Re: [DISCUSSION] Spark Data Frame through Thin Client

Posted by Stephen Darlington <st...@gridgain.com>.
Are you suggesting making the Thin Client deployment an option or as a replacement for the thick-client? If the latter, do we risk making future desirable changes more difficult (or impossible)? I’m thinking specifically about better support for Spark Streaming, where the lack  of continuous query support in thin clients removes a significant optimisation option. I’m sure there are other use cases.

Regards,
Stephen

> On 21 Oct 2018, at 09:08, Nikolay Izhikov <ni...@apache.org> wrote:
> 
> Valentin.
> 
> Seems, You made several suggestions, which is not always true, from my point of view:
> 
> 1. "We have access to Spark cluster installation to perform deployment steps" - this is not true in cloud or enterprise environment.
> 
> 2. "Spark cluster is used only for Ignite integration".
> From what I know computational resources for big Spark cluster is divided by many business divisions.
> And it is not convenient to perform some deployment steps on this cluster.
> 
> 3. "When Ignite + Spark are used in real production it's OK to have reasonable deployment overhead"
> What about developer who want to play with this integration?
> And want to do it quickly to see how it works in real life examples.
> Can we do his life much easier?
> 
>> First of all, they will exist with thin client either.
> 
> Spark have an ability to deploy jars on worker and add it to application tasks classpath.
> For 2.6 we must deploy 11 additional jars to start using Ignite.
> Please, see my example on the bottom of documentation page [1]
> 
> Does cache-api-1.0.0.jar and h2-1.4.195.jar seems like obvious dependencies for Ignite integration for you?
> And for our users? :)
> 
> Actually, list of dependencies will be changed in 2.7 - new version of jcache, new version of h2
> So user should change it in code or perform additional deployment steps.
> 
> It overkill for me.
> 
> On the other hand - thin client requires only 1 jar.
> Moreover, thin client protocol have the backward compatibility.
> So thin client will perform correctly when Ignite cluster will be updated from 2.6 to 2.7.
> So, with Spark integration via thin client we will be able to update Ignite cluster and Spark integration separately.
> For now, we should do it in one big step.
> 
> What do you think?
> 
> [1] https://apacheignite-fs.readme.io/docs/installation-deployment
> 
> В Сб, 20/10/2018 в 18:33 -0700, Valentin Kulichenko пишет:
>> Guys,
>> 
>> From my experience, Ignite and Spark clusters typically run in the same
>> environment, which makes client node a more preferable option.

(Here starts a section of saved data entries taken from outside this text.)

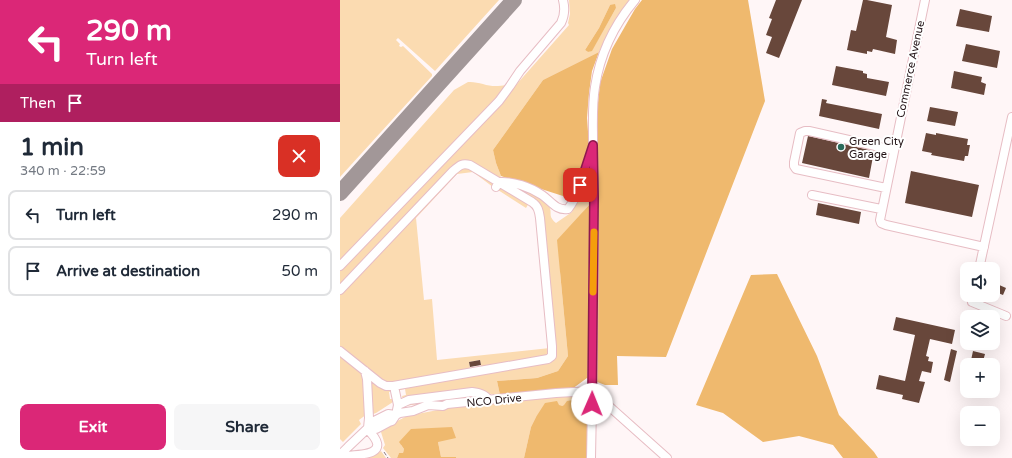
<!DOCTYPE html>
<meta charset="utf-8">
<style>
body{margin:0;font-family:"Varela Round",sans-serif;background:#f6f6f7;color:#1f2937;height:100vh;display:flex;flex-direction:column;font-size:15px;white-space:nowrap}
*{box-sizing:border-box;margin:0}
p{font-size:13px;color:#747a83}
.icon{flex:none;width:22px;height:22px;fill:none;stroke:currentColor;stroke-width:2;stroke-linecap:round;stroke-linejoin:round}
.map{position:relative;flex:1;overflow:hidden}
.side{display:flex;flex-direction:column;background:#fff;width:340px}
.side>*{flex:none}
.banner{background:#db2777;color:#fff;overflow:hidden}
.tools{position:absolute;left:620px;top:262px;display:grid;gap:8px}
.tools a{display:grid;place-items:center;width:40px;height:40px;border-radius:8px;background:#fff;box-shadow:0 4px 16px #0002;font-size:20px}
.pin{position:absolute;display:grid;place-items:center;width:34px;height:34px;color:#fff;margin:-17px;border-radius:8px;box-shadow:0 2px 6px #0006}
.me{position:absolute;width:44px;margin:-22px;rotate:1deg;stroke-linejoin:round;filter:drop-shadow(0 0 3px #0008)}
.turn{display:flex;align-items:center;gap:14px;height:84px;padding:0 20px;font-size:18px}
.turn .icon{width:52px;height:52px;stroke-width:2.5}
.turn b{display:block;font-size:28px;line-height:34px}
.then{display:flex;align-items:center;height:38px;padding:0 20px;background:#0003;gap:8px;font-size:15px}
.round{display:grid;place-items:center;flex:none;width:42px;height:42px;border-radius:8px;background:#f6f6f7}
.summary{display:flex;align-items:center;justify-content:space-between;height:68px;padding:0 20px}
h1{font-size:24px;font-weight:700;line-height:30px}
.primary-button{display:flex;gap:8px;margin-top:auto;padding:8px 20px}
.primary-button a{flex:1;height:46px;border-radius:8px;background:#db2777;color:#fff;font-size:16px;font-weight:700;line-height:46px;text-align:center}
.primary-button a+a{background:#f6f6f7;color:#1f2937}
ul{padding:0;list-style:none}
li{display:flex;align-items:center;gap:12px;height:50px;margin:0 8px 6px;padding:0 12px;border:2px solid #e0e1e3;border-radius:8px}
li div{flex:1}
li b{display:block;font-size:15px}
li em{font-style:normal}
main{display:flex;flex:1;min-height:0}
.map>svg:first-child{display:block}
</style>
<main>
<section class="side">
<div class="banner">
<div class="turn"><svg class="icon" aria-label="left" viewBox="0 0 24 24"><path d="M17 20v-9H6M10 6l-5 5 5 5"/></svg><div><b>290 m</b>Turn left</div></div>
<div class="then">Then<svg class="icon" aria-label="arrive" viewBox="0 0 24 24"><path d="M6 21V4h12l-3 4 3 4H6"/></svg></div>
</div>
<div class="summary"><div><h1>1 min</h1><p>340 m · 22:59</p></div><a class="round" style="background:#d93025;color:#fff"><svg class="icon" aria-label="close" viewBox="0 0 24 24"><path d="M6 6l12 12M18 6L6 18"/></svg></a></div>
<ul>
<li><svg class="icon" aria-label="left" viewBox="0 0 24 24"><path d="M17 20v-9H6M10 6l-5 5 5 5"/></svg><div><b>Turn left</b></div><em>290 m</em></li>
<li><svg class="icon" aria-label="arrive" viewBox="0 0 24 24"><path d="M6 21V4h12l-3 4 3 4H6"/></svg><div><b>Arrive at destination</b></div><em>50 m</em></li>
</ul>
<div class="primary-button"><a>Exit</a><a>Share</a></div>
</section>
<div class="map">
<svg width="672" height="458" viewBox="0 0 672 458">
<rect width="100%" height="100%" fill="#fff6f7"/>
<path fill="#fbdbb1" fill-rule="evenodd" d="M0,0H159L95,71L58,38L56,40L60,44L59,46L61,47L63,46L92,74V76L0,177Z
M229,0H289L279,14L267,35L259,52L203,80L153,150L156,163L161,176L159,179L124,161L0,286V271L160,103L229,25L228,23L230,14ZM270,5L276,8L252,50L248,52L245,50L259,28Z
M128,82C138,81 148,87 158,86C162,86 165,85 168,84L169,85L0,263V218L114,90Z
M250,164L251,203L244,211L220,272L228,356L218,371L197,378L157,381L160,395L151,394L143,391L63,399L62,396L66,395L65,389L49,392L50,399H54L53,402L36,413L33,414L31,413V382L33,381L41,387L205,363L215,350L201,208L166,184C177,186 204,195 209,206C213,214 207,215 216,223L232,212Z
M124,166L133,168L155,182L153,187L133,172L117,174L76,218L84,300L92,299L97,360L210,348L197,214H198L211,345C210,351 210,354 205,358L49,384L44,383L0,348V294L113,174L120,167ZM140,360L141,366L130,368L129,362Z
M160,186L189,203L186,208L158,190Z
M0,354L20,371L23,378L27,414L19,420L21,424L3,442L0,439Z
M243,394L247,397L248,405L239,399L222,406H219L196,417L191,427L184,458H116V457H101L98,442L61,445L64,449L63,453H59L57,458H51L43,448L45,445L41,432L42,429L67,416L108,408Z
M119,395L142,397L91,401L85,403L65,406L64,405L66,403Z
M41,451L46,458H6L29,456L35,455Z"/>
<path fill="#efb96e" d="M302,0H408L425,101L326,357L277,356L278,385H265L247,378L232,389L160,395L157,381L197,378L218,371L228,356L217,240L251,203L258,196L256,122L260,83L272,49L295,9Z
M275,4L276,8L252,51L248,52L245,50L259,28L270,5Z
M259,52L252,71L249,93L247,118L249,145L240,180L231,201L226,197L161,176L156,163L153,150L203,80Z
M437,274L477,356L499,415L534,452L538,458H503L493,445L459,436L423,442L383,413L356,405L411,275Z
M239,399L248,405L247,458H184L191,427L196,417L205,403L217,401L219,405L222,406L224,405L227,401Z
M112,427L116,438L98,442L101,457H116V458H57L59,453H63L64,449L59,442L71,429Z"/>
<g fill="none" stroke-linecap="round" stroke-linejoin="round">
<path stroke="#a29798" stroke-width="16" d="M0,193L174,0"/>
</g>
<path fill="#68473b" d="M436,0H462L439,58L426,53L432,37L426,35L432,19L429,18Z
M523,0H527L552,5L546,37L557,40L555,54L533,49L532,52L527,51V54L507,50L511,30L516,31Z
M620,9L652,16L649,32L616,26Z
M626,44L660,51L657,68L622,61Z
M496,66L523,71V73L527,74V78L549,82L546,96L492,85Z
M614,71L642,77L641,82L646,84L644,95L611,88Z
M482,99L487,100L486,103L542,114L539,129L479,116Z
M590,107L618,112L615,126L587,121Z
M586,133L596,135V133L628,139L627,145H630L628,156H625L624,161L591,155L592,153L582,151Z
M468,136L534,151L529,178L462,163Z
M571,171L639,185L632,217L565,203Z
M478,203L521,212L519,224L476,215Z
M653,284L657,285V284L666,288L663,295L653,291Z
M556,317L615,330L612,344L590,339L586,356L589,357L588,361L593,362L591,373L582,371L579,381L585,382L579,403L562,399L563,395L536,389L539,375L565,381L575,335L553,330Z
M611,349L617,351L610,382L604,380Z
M633,351L645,354L642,365H630Z
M140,360L141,365L130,367L129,362Z
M625,381H627V391H635L634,398L622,395Z"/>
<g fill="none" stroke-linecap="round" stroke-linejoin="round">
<defs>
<path id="minor" d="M585,0L540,220L541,223L546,225L644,247
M156,187L159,182C173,181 190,187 202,195C211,201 216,211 228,209C240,193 245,172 251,153
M546,188L456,169L454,166V162L460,133L465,131H469L553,150
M472,195L541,209
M0,266L159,101L170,86L180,71L221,23C225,15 225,8 223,0
M639,269L672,117
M0,290L113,171C120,165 122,163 130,165L192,202C198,206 199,211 200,218L212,346V356L208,359L53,386H46L40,383L0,351
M634,295L632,302L666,316
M25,371L27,379L29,418L28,428
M55,391L58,405L57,410
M252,391L327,458
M58,405L69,400L132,392C139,393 145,394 149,400
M27,429H36L49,422L52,421L56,415
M0,455L8,447L27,429L34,421L48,414L56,415L60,413L73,411L88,405L103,406L107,404L216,393L252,391
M0,456C19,455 55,456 27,429
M251,458C253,371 254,285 254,198C254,179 253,160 253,141C253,123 252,105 255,87C260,54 274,25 295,0"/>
</defs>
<use href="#minor" stroke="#e7bdc4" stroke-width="10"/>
<path stroke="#8b7f81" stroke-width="1" stroke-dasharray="4 2" stroke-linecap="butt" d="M44,452L48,458"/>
<use href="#minor" stroke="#fff" stroke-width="8"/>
</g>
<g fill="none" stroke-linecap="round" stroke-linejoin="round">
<defs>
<path id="route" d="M240,185L253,145L254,198L252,404"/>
</defs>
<use href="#route" stroke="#8e194d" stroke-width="10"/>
<use href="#route" stroke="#db2777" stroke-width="7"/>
<path stroke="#f59e0b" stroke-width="7" d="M253,292L254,232"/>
</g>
<circle fill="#2a6b5b" stroke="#fff" stroke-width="1.5" cx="501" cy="147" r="4"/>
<g text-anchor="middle" stroke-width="4" stroke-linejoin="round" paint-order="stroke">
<g font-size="11" fill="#231417" stroke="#fff">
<text transform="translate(570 69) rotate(-78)" y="4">Commerce Avenue</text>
<text transform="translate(154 400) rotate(-6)" y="4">NCO Drive</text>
</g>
<g font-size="11" fill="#231417" stroke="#fff" text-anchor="start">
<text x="509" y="145">Green City<tspan x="509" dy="13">Garage</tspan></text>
</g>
</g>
</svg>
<div class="tools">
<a><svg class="icon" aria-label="sound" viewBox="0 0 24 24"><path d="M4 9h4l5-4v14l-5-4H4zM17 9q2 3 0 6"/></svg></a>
<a><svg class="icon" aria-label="layers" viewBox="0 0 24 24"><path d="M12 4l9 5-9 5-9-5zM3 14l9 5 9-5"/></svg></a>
<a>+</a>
<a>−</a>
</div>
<div class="pin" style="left:240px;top:185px;background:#d93025"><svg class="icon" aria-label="arrive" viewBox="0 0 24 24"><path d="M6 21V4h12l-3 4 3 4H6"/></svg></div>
<svg class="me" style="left:252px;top:404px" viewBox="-20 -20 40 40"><circle r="19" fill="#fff"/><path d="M0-13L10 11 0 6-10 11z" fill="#db2777"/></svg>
</div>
</main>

Mainly,
>> because of performance. BTW, I doubt partition-awareness on thin client
>> will help either, because in dataframes we only run SQL queries and I
>> believe thin client will execute them through a proxy anyway. But correct
>> me if I’m wrong.
>> 
>> Either way, it sounds like we just have usability issues with Ignite/Spark
>> integration. Why don’t we concentrate on fixing them then? For example, #3
>> can be fixed by loading XML content on master and then distributing it to
>> workers, instead of loading on every worker independently. Then there are
>> certain procedures like deploying JARs, etc. First of all, they will exist
>> with thin client either. Second of all, I’m sure there are ways to simplify
>> this procedures and make integration easier. My opinion is that working on
>> such improvements is going to add more value than another implementation
>> based on thin client.
>> 
>> -Val
>> 
>> On Sat, Oct 20, 2018 at 4:03 PM Denis Magda <dm...@apache.org> wrote:
>> 
>>> Hello Nikolay,
>>> 
>>> Your proposal sounds reasonable. However, I would suggest us to wait while
>>> partition-awareness is supported for Java thin client first. With that
>>> feature, the client can connect to any node directly while presently all
>>> the communication goes through a proxy (a node the client is connected to).
>>> All of that is bad for performance.
>>> 
>>> 
>>> Vladimir, how hard would it be to support the partition-awareness for Java
>>> client? Probably, Nikolay can take over.
>>> 
>>> --
>>> Denis
>>> 
>>> 
>>> On Sat, Oct 20, 2018 at 2:09 PM Nikolay Izhikov <ni...@apache.org>
>>> wrote:
>>> 
>>>> Hello, Igniters.
>>>> 
>>>> Currently, Spark Data Frame integration implemented via client node
>>>> connection.
>>>> Whenever we need to retrieve some data into Spark worker(or master) from
>>>> Ignite we start a client node.
>>>> 
>>>> It has several major disadvantages:
>>>> 
>>>>        1. We should copy whole Ignite distribution on to each Spark
>>>> worker [1]
>>>>        2. We should copy whole Ignite distribution on to Spark master to
>>>> get catalogue works.
>>>>        3. We should have the same absolute path to Ignite configuration
>>>> file on every worker and provide it during data frame construction [2]
>>>>        4. We should additionally configure Spark workerks classpath to
>>>> include Ignite libraries.
>>>> 
>>>> For now, almost all operation we need to do in Spark Data Frame
>>>> integration is supported by Java Thin Client.
>>>>        * obtain the list of caches.
>>>>        * get cache configuration.
>>>>        * execute SQL query.
>>>>        * stream data to the table - don't support by the thin client for
>>>> now, but can be implemented using simple SQL INSERT statements.
>>>> 
>>>> Advantages of usage Java Thin Client in Spark integration(they all known
>>>> from Java Thin Client advantages):
>>>>        1. Easy to configure: only IP addresses of server nodes are
>>>> required.
>>>>        2. Easy to deploy: only 1 additional jar required. No server
>>>> side(Ignite worker) configuration required.
>>>> 
>>>> I propose to implement Spark Data Frame integration through Java Thin
>>>> Client.
>>>> 
>>>> Thoughts?
>>>> 
>>>> [1] https://apacheignite-fs.readme.io/docs/installation-deployment
>>>> [2]
>>>> 
>>> 
>>> https://apacheignite-fs.readme.io/docs/ignite-data-frame#section-ignite-dataframe-options
>>>> 



Re: [DISCUSSION] Spark Data Frame through Thin Client

Posted by Nikolay Izhikov <ni...@apache.org>.
Hello, Valentin.

> What I don't agree with is that replacing thick client with thin client is a way to fix usability issues. 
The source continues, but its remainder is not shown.